Тем и кончился спор. Как ни протестовал рабби Цвек, как ни отказывался Норман учить языки, а тринадцатый день его рождения, вопреки традициям, прошел незамеченным. И лишь на шестнадцатый, когда у него уже густо росла борода, ему позволили заключить завет с Богом.

Завтракали в то утро поздно и урывками. Миссис Цвек пыталась нарядить Эстер, младшую, семилетнюю — по любым сведениям — балованную Эстер, которой материнская арифметика не коснулась. Потом миссис Цвек нужно было собраться и доделать холодные закуски. Она поправила шляпку, сшитую к торжеству, и вышла на кухню к остальным. Погладила Нормана по голове, хотя он уже значительно перерос мать.

— Сегодня твой день, — сказала она, — ты станешь мужчиной. Мой сын, лингвист, — привычно добавила она, — уже мужчина.

— Я три года мужчина, — прошипел он. — Кто тут кого дурачит?

Рабби Цвек шикнул на него: не хотел ссор.
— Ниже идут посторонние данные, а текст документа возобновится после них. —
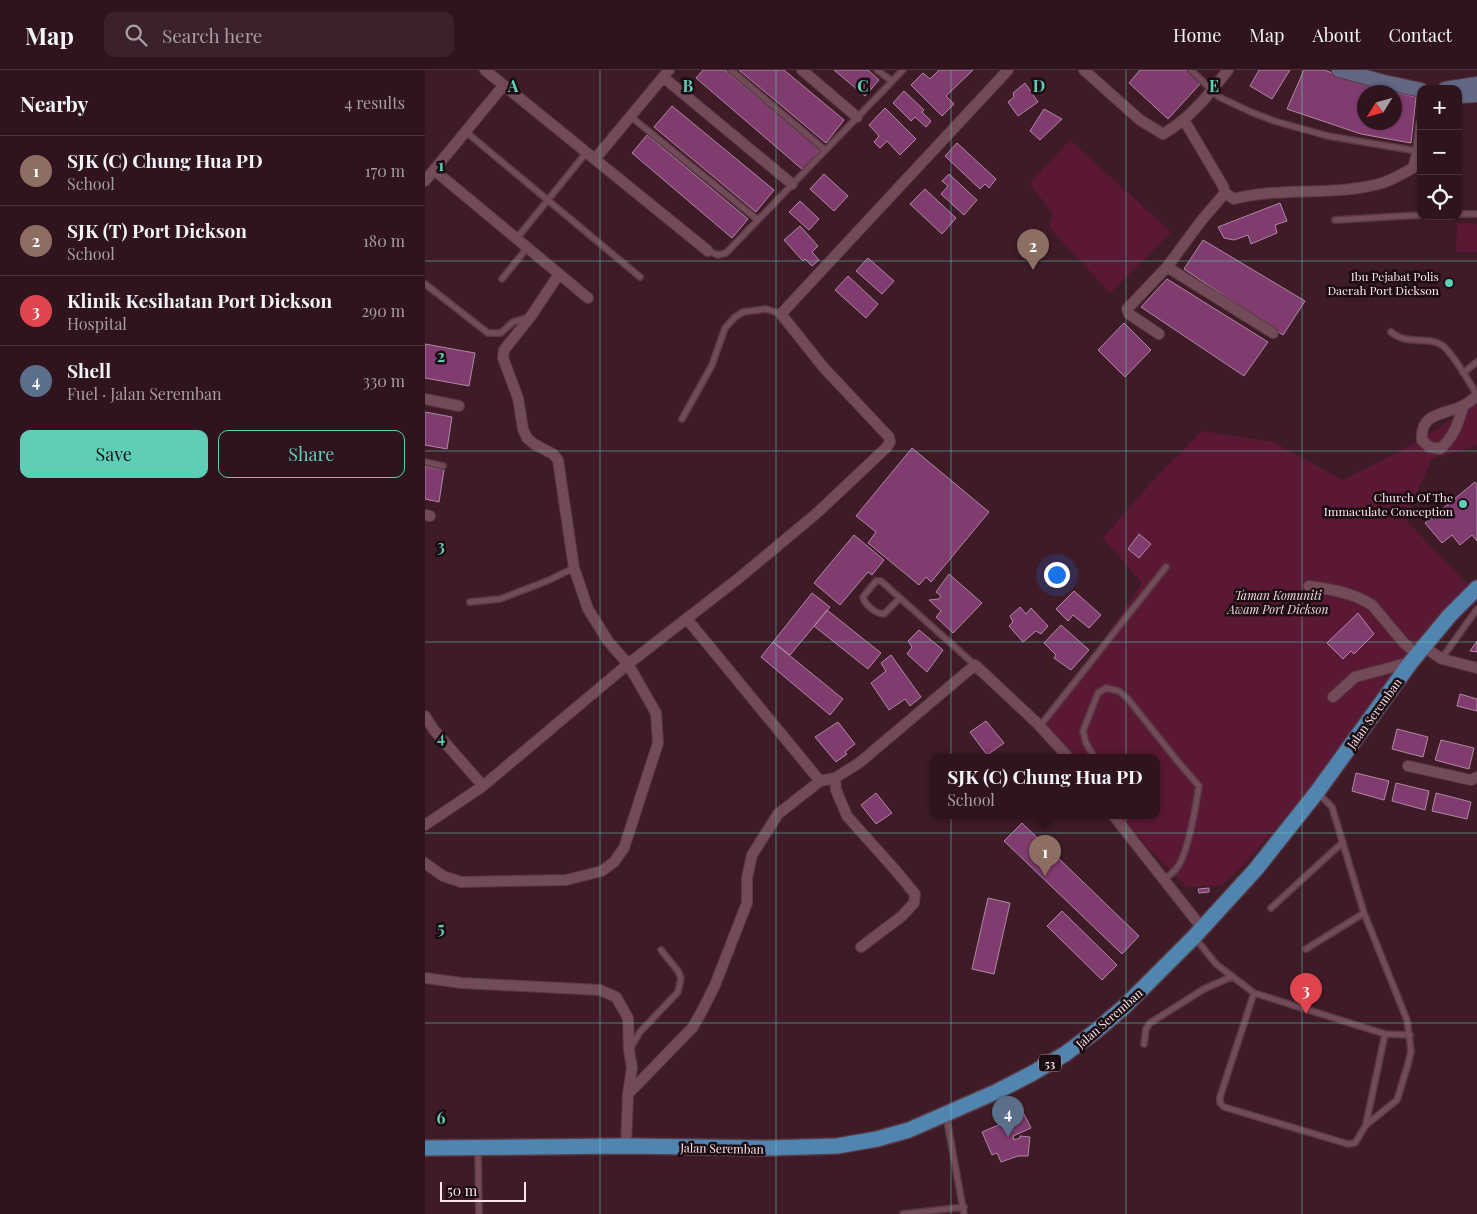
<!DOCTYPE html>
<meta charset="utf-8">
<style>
:root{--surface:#2f141e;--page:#3b212b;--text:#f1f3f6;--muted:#a79ea4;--line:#4a333c;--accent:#5eceb7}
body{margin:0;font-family:"Playfair Display",serif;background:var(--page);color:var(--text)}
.controls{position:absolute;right:15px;top:15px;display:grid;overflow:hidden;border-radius:10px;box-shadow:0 1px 4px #0004}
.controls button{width:45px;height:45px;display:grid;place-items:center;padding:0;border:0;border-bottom:1px solid var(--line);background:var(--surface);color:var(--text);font:25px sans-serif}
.compass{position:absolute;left:932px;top:15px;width:45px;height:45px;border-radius:50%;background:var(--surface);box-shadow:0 1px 4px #0004;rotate:233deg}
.scale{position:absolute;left:15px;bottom:12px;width:86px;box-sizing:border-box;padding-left:5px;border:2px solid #fee5ec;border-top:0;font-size:14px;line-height:18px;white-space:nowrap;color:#fee5ec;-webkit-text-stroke:4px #1b0c11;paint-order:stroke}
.you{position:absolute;left:631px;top:504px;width:18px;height:18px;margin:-12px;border:4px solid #fff;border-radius:50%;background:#1a73e8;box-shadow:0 0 0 8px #1a73e833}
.badge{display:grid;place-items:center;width:32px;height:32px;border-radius:50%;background:var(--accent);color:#fff;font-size:16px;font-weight:700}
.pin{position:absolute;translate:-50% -41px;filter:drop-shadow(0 1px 2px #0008)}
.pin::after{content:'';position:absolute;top:26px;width:18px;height:15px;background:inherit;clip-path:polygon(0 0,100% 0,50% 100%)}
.popup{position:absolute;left:505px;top:684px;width:230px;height:65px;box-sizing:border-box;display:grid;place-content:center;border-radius:10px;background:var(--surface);filter:drop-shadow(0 1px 4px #0005);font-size:16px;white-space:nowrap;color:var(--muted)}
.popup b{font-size:19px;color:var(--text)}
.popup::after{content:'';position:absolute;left:50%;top:100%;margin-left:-10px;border:10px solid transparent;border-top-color:var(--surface)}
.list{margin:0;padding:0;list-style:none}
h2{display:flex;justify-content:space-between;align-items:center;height:65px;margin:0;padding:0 20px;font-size:21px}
h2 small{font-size:16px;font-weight:400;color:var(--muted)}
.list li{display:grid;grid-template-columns:32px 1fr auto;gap:15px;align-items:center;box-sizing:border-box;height:70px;padding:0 20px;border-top:1px solid var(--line)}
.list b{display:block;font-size:19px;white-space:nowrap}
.list p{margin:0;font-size:16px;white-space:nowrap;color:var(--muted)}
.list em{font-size:16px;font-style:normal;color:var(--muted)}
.actions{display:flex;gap:10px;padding:15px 20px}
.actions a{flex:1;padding:11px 0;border:1px solid var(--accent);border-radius:10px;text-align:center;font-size:18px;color:var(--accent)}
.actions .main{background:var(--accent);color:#111}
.icon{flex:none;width:28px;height:28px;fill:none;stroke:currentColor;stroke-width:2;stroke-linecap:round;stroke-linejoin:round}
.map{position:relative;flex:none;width:1052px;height:1144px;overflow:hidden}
header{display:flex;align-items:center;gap:30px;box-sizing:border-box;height:70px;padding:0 25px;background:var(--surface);border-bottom:1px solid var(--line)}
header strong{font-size:24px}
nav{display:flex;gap:28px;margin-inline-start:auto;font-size:18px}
.search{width:350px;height:45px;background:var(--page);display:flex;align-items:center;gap:12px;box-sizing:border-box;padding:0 18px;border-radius:10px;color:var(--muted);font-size:19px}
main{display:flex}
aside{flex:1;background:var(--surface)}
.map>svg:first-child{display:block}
.green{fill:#5b1835}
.building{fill:#803c6f;stroke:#ae89a3;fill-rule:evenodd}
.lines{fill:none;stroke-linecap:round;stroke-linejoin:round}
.lane-casing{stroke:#583a46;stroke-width:8}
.street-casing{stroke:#583a46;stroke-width:12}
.secondary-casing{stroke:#583a46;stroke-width:16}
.primary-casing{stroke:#583a46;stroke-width:18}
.lane{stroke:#734a58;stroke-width:5}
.street{stroke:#734a58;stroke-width:10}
.secondary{stroke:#626784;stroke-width:14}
.primary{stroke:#5185b0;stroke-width:15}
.grid{fill:none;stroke:#5eceb7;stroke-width:1;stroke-opacity:0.55}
.poi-dot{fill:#5eceb7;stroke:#1b0c11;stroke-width:2}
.labels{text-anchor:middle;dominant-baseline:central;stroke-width:5;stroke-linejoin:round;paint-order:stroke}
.shield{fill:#1b0c11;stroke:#baa4aa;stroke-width:1}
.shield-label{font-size:11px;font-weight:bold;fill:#fee5ec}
.poi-label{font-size:12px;fill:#fee5ec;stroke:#1b0c11;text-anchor:end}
.park-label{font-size:12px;font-style:italic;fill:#f1d8df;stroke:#1b0c11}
.street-label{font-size:12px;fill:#fee5ec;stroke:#1b0c11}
.grid-label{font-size:16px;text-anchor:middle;font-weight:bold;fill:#5eceb7;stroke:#1b0c11;stroke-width:5;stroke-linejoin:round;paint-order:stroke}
</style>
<header>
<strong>Map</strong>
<div class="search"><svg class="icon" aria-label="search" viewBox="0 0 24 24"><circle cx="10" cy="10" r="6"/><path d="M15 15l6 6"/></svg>Search here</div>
<nav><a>Home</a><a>Map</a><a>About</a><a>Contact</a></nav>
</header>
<main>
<aside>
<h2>Nearby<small>4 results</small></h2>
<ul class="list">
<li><span class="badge" style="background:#8d6e63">1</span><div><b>SJK (C) Chung Hua PD</b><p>School</p></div><em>170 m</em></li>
<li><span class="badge" style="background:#8d6e63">2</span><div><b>SJK (T) Port Dickson</b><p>School</p></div><em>180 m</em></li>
<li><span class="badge" style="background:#e0444e">3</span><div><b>Klinik Kesihatan Port Dickson</b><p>Hospital</p></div><em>290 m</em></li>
<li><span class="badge" style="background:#5c6f8a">4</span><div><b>Shell</b><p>Fuel · Jalan Seremban</p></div><em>330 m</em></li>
</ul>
<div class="actions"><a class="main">Save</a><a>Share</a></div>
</aside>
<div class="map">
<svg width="1052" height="1144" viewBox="0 0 1052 1144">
<rect width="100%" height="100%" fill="#3f1b28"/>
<!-- green -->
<path class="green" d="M645,70L746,162L685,223L624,157L628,145L605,113Z
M1032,153L1052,154V182H1031Z
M1052,334V375L1007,389L980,449L1044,516L881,723L820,794L797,815L762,817L723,778L695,745H731V687H647L620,656L717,513L678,468L730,408L777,361L848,372L918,410L983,377Z"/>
<!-- building -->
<path class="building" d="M278,0H300L395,80L378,100L271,8Z
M314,0H359L419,50L401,73Z
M409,0H443L454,10L440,26Z
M514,0H548L521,26L529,34L517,46L486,15L498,3L505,9Z
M715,0H762L775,14L743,49L704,13Z
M834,0H865L847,29L825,16Z
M879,0H899L950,18L991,27L986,73L936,64L862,39ZM939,22H969V52H939Z
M600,13L613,32L593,46L583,32L589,27L588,23Z
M479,21L499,40L497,42L506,51L501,57L490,47L486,51L468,33Z
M247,36L349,120L331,142L229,57Z
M460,38L491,69L475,85L462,71L455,78L449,72L454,66L444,55Z
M619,39L637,49L615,70L605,61Z
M222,65L323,149L307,168L207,83Z
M532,73L571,109L564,118L560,114L555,119L520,86Z
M399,104L423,126L409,141L385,119Z
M524,104L552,130L539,145L516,124L523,116L517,111Z
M500,119L531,148L517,164L485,134Z
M375,131L394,149L384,160L364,142Z
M855,133L862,151L850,155L852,163L826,174L823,165L809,170L799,168L793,157Z
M375,156L393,176L387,182L394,190L387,196L380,189L378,191L359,170Z
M778,170L880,231L858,265L759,199Z
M443,188L469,211L457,224L431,201Z
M423,206L453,234L441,248L410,220Z
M742,209L843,272L819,306L716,237Z
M699,253L726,280L700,307L673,280Z
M0,274L50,283L44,316L0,308Z
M0,342L27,347L22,379L0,375Z
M487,378L564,442L506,512L501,507L494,515L443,473L451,462L431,446Z
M0,396L19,400L14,432L0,429Z
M1050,412L1052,415V471L1047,465L1035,475L1027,465L1017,473L1000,453Z
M714,464L726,474L714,488L703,479Z
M429,465L459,490L447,505L443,502L415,535L389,513Z
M524,504L557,533L528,563L511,547L516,541L504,530L514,529L516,526L511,522Z
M649,521L676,545L664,558L648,545L643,551L631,539Z
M387,523L405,537L365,585L348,572Z
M595,537L601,544L606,538L623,556L616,564L611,561L598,572L584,556L588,552L585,546Z
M402,540L456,583L443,599L389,556Z
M933,543L949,564L929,584L926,581L918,589L902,573Z
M636,555L664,580L646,600L629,588L631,585L619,573Z
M494,560L518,580L502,602L482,584L487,577L483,571Z
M1052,571V582L1045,581Z
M348,572L418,629L405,645L336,587Z
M466,585L496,627L485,636L480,629L464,640L446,613L461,601L456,593Z
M1035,624L1052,629V641L1032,636Z
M561,651L579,673L562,685L545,662Z
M413,652L430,674L420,682L422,684L411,692L390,667Z
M972,659L1003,667L998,687L967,679Z
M1016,670L1049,678L1044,699L1010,690Z
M931,703L964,711L959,730L927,721Z
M971,713L1004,721L1000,740L967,731Z
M451,723L467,743L451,754L436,735Z
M1011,723L1046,732L1042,749L1007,741Z
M597,753L714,866L697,884L579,771Z
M784,818V822L774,823L773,819Z
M563,828L585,833L569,904L547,899Z
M637,841L692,895L677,910L622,856Z
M599,1044L606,1058L588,1066L589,1070L595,1068V1066L605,1067L603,1086H593L576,1092L572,1083L567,1085L557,1062Z"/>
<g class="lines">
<!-- lane casing -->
<g class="lane-casing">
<path id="lane" d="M306,0L400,80
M452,0L467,11
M766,0L794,27L826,42L849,51L903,66L992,81
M205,46L333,150
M41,62L215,207
M1033,144H1052
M910,150L996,145
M92,168L161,83
M283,181L293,185L301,183L478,0
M77,209L102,178
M0,214L63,263H76L88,252L103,247
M966,262C982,276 1003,265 1018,276C1028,284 1045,313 1052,325
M1038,303L1052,292
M257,349L287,295L300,258L310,247L318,242L341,239L356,244
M0,392L18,396
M475,528L459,544C451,544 440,535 438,527L451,511H456L550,595
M45,532L75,529L122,511L149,498
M1017,588L1052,539
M615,656L741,497
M669,687L661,673L658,661L673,623L681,618L694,621L703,629L754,693L774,716C771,735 763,786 751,799C748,803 743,806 739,810
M846,838L918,772
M771,869L791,894L829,923L960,964L985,965
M881,879L939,843
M829,923L795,1027V1033L799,1037L923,1074L930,1073L941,1055L972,1030L983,994L986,981L982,950L939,843L907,737L894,724
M719,974L721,959L725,953L779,919L806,907
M206,977L215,962L253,922L256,908L253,901L236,880
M521,1045L539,1144
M941,1054L960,964
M53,1080L54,1144
M478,1144L539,1137"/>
</g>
<!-- street casing -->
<g class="street-casing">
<path id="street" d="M60,0L283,181
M377,0L432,47
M659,0L715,50L738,64C765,49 785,23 803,0
M238,7L367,114
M170,89L244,0
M9,100L163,228
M0,111L78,16
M800,123L809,129C858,116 909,127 957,113C968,110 978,103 988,98L993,81L996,54
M742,197L848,263
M734,264L704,244L702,239L742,197L776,151L800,123L798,116L759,50
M0,329L34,336
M1038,337C1033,354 1029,367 1015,379L1004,377L997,370C995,344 1016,345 1035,337C1041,335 1047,330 1052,326
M0,445L5,446
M884,516C908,520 926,522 947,535L979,573L993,585
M262,549L395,711
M999,577L1017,589L1052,598
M908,627L930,607L986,592
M0,646L9,660L58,716
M983,696L1046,710L1052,707
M410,708L411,720L422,746L472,802L490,824L489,833L477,846L436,877
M688,745L777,858
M0,755L58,716L203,594L314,508L392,443L462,377L465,372L464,367L399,298L356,244L583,0
M0,793L18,806L36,812L141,810L177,801L189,792L199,778L233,673L231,643L203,594L183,571L163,539L149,498L133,390L128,384L109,374L102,368L98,359L93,328L78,288L79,280L106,246L134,204
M0,908L37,913L175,920L191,927L203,948L204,980L207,998L203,1024L201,1076
M203,1024L268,957L277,941L290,915L322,833V808L327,785L353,744L395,711L410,708L434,693L550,595L612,653L643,687"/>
</g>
<!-- secondary casing -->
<g class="secondary-casing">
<path id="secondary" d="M914,0L959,12L996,20
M1020,19L1052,14
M1033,26L1052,25"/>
</g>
<!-- primary casing -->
<g class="primary-casing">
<path id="primary" d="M0,1078L201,1076L344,1078L412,1076L452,1069L484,1060L573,1021L606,1004L640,984L671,961L700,936L769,867L831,799L892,722L986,592L1025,545L1052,518"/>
</g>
<!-- lane -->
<use href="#lane" class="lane"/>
<!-- street -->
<use href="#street" class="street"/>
<!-- secondary -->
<use href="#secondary" class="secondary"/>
<!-- primary -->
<use href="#primary" class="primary"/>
</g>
<!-- grid -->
<path class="grid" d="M175,0V1144M351,0V1144M526,0V1144M701,0V1144M877,0V1144M0,191H1052M0,381H1052M0,572H1052M0,763H1052M0,953H1052"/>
<!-- markers -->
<g class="poi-dot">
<circle cx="1024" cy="213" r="5"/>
<circle cx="1038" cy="434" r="5"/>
</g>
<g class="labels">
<!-- shield labels -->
<rect class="shield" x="614" y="984.5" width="22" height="17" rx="4"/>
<g class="shield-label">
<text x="625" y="993">53</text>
</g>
<!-- poi labels -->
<g class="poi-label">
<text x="1014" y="206">Ibu Pejabat Polis<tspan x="1014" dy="14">Daerah Port Dickson</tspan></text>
<text x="1028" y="427">Church Of The<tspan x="1028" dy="14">Immaculate Conception</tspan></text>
</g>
<!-- park labels -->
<g class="park-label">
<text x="853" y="525">Taman Komuniti<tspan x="853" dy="14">Awam Port Dickson</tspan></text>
</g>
<!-- street labels -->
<g class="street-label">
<text transform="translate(949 643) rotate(-54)">Jalan Seremban</text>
<text transform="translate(684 948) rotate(-41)">Jalan Seremban</text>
<text transform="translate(297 1078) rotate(1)">Jalan Seremban</text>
</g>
</g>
<g class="grid-label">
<text x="88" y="22">A</text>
<text x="263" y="22">B</text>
<text x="438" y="22">C</text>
<text x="614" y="22">D</text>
<text x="789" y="22">E</text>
<text x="16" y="101">1</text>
<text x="16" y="292">2</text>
<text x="16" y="482">3</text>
<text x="16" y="673">4</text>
<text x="16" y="864">5</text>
<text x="16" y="1054">6</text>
</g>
</svg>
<div class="controls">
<button>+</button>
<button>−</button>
<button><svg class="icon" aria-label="locate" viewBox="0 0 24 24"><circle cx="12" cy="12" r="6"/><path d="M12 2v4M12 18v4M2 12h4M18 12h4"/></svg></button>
</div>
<svg class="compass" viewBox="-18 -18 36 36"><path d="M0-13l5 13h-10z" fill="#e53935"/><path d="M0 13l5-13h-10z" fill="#a79ea4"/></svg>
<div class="scale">50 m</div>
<div class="you"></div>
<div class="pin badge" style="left:620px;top:806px;background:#8d6e63">1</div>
<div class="popup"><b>SJK (C) Chung Hua PD</b>School</div>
<div class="pin badge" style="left:608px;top:200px;background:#8d6e63">2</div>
<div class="pin badge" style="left:881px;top:944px;background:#e0444e">3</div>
<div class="pin badge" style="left:583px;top:1067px;background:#5c6f8a">4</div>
</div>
</main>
— Идем уже. Поздно, — добавил он.

Белла, чьи ноги до этой минуты скрывал стол, направилась к двери.

— Ой-вей, — простонала миссис Цвек, — что у тебя на ногах?

— Чулки, — с дрожью в голосе ответила Белла. — Шелковые чулки из твоего комода.

Миссис Цвек ахнула.

— Мне пятнадцать лет, — напомнила ей Белла.

— Тебе двенадцать! — крикнула миссис Цвек. — Слышишь? Двенадцать! На будущий год, даст Бог, тебе исполнится тринадцать. Иди надень носки. В твоем возрасте — и чулки! Успеешь еще вырасти. Поверь мне. Иди переоденься, — взвизгнула она.

Белла заупрямилась, несмотря на испуг.

— Белла, — мягко сказал рабби Цвек, — в конце концов, какая разница?